- _What is expected_
Set down the entries once more exactly as they were written.

- _Records provided_
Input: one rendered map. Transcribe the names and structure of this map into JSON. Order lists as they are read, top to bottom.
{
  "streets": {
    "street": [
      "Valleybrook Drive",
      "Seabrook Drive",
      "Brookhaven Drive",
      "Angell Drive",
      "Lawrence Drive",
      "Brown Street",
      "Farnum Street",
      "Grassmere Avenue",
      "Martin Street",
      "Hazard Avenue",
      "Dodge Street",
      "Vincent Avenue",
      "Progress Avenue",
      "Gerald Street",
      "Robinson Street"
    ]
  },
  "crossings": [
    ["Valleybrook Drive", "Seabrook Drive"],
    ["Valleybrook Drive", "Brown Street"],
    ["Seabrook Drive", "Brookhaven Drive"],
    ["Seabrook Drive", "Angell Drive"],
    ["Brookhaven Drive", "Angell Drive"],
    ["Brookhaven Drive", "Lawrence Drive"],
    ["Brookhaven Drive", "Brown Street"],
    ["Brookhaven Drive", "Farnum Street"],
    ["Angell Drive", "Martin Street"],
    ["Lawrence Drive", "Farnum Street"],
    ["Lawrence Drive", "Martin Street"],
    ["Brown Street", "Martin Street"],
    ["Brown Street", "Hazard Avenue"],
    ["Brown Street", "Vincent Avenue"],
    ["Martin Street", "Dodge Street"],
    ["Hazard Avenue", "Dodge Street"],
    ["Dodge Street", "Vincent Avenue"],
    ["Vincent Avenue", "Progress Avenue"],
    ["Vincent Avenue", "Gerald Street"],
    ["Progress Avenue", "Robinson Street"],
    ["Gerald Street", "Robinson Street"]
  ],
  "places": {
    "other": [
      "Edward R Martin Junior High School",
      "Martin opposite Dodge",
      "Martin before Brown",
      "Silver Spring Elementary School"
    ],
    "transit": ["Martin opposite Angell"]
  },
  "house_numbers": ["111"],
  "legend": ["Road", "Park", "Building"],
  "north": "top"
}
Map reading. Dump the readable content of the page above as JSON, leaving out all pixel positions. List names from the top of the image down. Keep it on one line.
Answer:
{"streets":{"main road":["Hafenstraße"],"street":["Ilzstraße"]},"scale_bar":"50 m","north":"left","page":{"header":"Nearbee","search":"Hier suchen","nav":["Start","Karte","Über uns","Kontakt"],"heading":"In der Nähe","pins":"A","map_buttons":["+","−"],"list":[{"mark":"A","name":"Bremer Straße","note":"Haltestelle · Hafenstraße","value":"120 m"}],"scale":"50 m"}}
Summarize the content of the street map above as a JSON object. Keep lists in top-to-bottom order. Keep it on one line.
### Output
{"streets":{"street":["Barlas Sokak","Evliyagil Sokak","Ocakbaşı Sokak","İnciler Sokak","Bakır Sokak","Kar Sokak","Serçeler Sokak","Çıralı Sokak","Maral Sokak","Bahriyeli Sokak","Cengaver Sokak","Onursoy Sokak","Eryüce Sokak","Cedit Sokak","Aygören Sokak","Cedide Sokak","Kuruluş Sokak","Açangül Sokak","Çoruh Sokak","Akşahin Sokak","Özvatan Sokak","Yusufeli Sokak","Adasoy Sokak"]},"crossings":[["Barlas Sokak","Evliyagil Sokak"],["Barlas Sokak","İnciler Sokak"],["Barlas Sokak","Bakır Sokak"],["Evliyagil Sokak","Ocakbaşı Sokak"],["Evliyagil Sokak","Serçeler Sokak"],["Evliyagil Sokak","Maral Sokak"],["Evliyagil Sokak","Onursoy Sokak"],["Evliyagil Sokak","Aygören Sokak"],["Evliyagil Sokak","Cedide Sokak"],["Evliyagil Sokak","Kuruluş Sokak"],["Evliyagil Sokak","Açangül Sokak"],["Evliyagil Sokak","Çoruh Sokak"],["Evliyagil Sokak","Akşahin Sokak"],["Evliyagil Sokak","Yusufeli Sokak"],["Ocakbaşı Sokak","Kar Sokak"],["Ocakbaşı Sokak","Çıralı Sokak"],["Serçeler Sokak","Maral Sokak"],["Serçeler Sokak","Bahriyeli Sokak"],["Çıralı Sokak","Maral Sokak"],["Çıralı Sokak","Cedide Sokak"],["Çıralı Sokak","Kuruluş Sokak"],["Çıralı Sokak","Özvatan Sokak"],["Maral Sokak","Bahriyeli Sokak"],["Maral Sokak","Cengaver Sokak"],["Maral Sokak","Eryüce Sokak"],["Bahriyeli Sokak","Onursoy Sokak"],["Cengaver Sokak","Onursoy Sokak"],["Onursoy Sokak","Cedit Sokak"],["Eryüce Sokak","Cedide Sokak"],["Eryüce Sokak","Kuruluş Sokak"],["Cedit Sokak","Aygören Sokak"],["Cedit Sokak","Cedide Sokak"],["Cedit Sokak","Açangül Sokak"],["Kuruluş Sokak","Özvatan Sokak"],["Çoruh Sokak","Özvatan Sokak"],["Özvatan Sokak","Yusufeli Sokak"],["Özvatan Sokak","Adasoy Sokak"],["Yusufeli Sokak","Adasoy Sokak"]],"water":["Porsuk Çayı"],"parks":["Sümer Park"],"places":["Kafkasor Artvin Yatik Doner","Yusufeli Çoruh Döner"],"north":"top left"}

- _Response for this exercise_
Input: one rendered map. Transcribe the names and structure of this map into JSON. Order lists as they are read, top to bottom.
{
  "streets": {
    "street": [
      "Valleybrook Drive",
      "Seabrook Drive",
      "Brookhaven Drive",
      "Angell Drive",
      "Lawrence Drive",
      "Brown Street",
      "Farnum Street",
      "Grassmere Avenue",
      "Martin Street",
      "Hazard Avenue",
      "Dodge Street",
      "Vincent Avenue",
      "Progress Avenue",
      "Gerald Street",
      "Robinson Street"
    ]
  },
  "crossings": [
    ["Valleybrook Drive", "Seabrook Drive"],
    ["Valleybrook Drive", "Brown Street"],
    ["Seabrook Drive", "Brookhaven Drive"],
    ["Seabrook Drive", "Angell Drive"],
    ["Brookhaven Drive", "Angell Drive"],
    ["Brookhaven Drive", "Lawrence Drive"],
    ["Brookhaven Drive", "Brown Street"],
    ["Brookhaven Drive", "Farnum Street"],
    ["Angell Drive", "Martin Street"],
    ["Lawrence Drive", "Farnum Street"],
    ["Lawrence Drive", "Martin Street"],
    ["Brown Street", "Martin Street"],
    ["Brown Street", "Hazard Avenue"],
    ["Brown Street", "Vincent Avenue"],
    ["Martin Street", "Dodge Street"],
    ["Hazard Avenue", "Dodge Street"],
    ["Dodge Street", "Vincent Avenue"],
    ["Vincent Avenue", "Progress Avenue"],
    ["Vincent Avenue", "Gerald Street"],
    ["Progress Avenue", "Robinson Street"],
    ["Gerald Street", "Robinson Street"]
  ],
  "places": {
    "other": [
      "Edward R Martin Junior High School",
      "Martin opposite Dodge",
      "Martin before Brown",
      "Silver Spring Elementary School"
    ],
    "transit": ["Martin opposite Angell"]
  },
  "house_numbers": ["111"],
  "legend": ["Road", "Park", "Building"],
  "north": "top"
}
Map reading. Dump the readable content of the page above as JSON, leaving out all pixel positions. List names from the top of the image down. Keep it on one line.
Answer:
{"streets":{"main road":["Hafenstraße"],"street":["Ilzstraße"]},"scale_bar":"50 m","north":"left","page":{"header":"Nearbee","search":"Hier suchen","nav":["Start","Karte","Über uns","Kontakt"],"heading":"In der Nähe","pins":"A","map_buttons":["+","−"],"list":[{"mark":"A","name":"Bremer Straße","note":"Haltestelle · Hafenstraße","value":"120 m"}],"scale":"50 m"}}
Summarize the content of the street map above as a JSON object. Keep lists in top-to-bottom order. Keep it on one line.
### Output
{"streets":{"street":["Barlas Sokak","Evliyagil Sokak","Ocakbaşı Sokak","İnciler Sokak","Bakır Sokak","Kar Sokak","Serçeler Sokak","Çıralı Sokak","Maral Sokak","Bahriyeli Sokak","Cengaver Sokak","Onursoy Sokak","Eryüce Sokak","Cedit Sokak","Aygören Sokak","Cedide Sokak","Kuruluş Sokak","Açangül Sokak","Çoruh Sokak","Akşahin Sokak","Özvatan Sokak","Yusufeli Sokak","Adasoy Sokak"]},"crossings":[["Barlas Sokak","Evliyagil Sokak"],["Barlas Sokak","İnciler Sokak"],["Barlas Sokak","Bakır Sokak"],["Evliyagil Sokak","Ocakbaşı Sokak"],["Evliyagil Sokak","Serçeler Sokak"],["Evliyagil Sokak","Maral Sokak"],["Evliyagil Sokak","Onursoy Sokak"],["Evliyagil Sokak","Aygören Sokak"],["Evliyagil Sokak","Cedide Sokak"],["Evliyagil Sokak","Kuruluş Sokak"],["Evliyagil Sokak","Açangül Sokak"],["Evliyagil Sokak","Çoruh Sokak"],["Evliyagil Sokak","Akşahin Sokak"],["Evliyagil Sokak","Yusufeli Sokak"],["Ocakbaşı Sokak","Kar Sokak"],["Ocakbaşı Sokak","Çıralı Sokak"],["Serçeler Sokak","Maral Sokak"],["Serçeler Sokak","Bahriyeli Sokak"],["Çıralı Sokak","Maral Sokak"],["Çıralı Sokak","Cedide Sokak"],["Çıralı Sokak","Kuruluş Sokak"],["Çıralı Sokak","Özvatan Sokak"],["Maral Sokak","Bahriyeli Sokak"],["Maral Sokak","Cengaver Sokak"],["Maral Sokak","Eryüce Sokak"],["Bahriyeli Sokak","Onursoy Sokak"],["Cengaver Sokak","Onursoy Sokak"],["Onursoy Sokak","Cedit Sokak"],["Eryüce Sokak","Cedide Sokak"],["Eryüce Sokak","Kuruluş Sokak"],["Cedit Sokak","Aygören Sokak"],["Cedit Sokak","Cedide Sokak"],["Cedit Sokak","Açangül Sokak"],["Kuruluş Sokak","Özvatan Sokak"],["Çoruh Sokak","Özvatan Sokak"],["Özvatan Sokak","Yusufeli Sokak"],["Özvatan Sokak","Adasoy Sokak"],["Yusufeli Sokak","Adasoy Sokak"]],"water":["Porsuk Çayı"],"parks":["Sümer Park"],"places":["Kafkasor Artvin Yatik Doner","Yusufeli Çoruh Döner"],"north":"top left"}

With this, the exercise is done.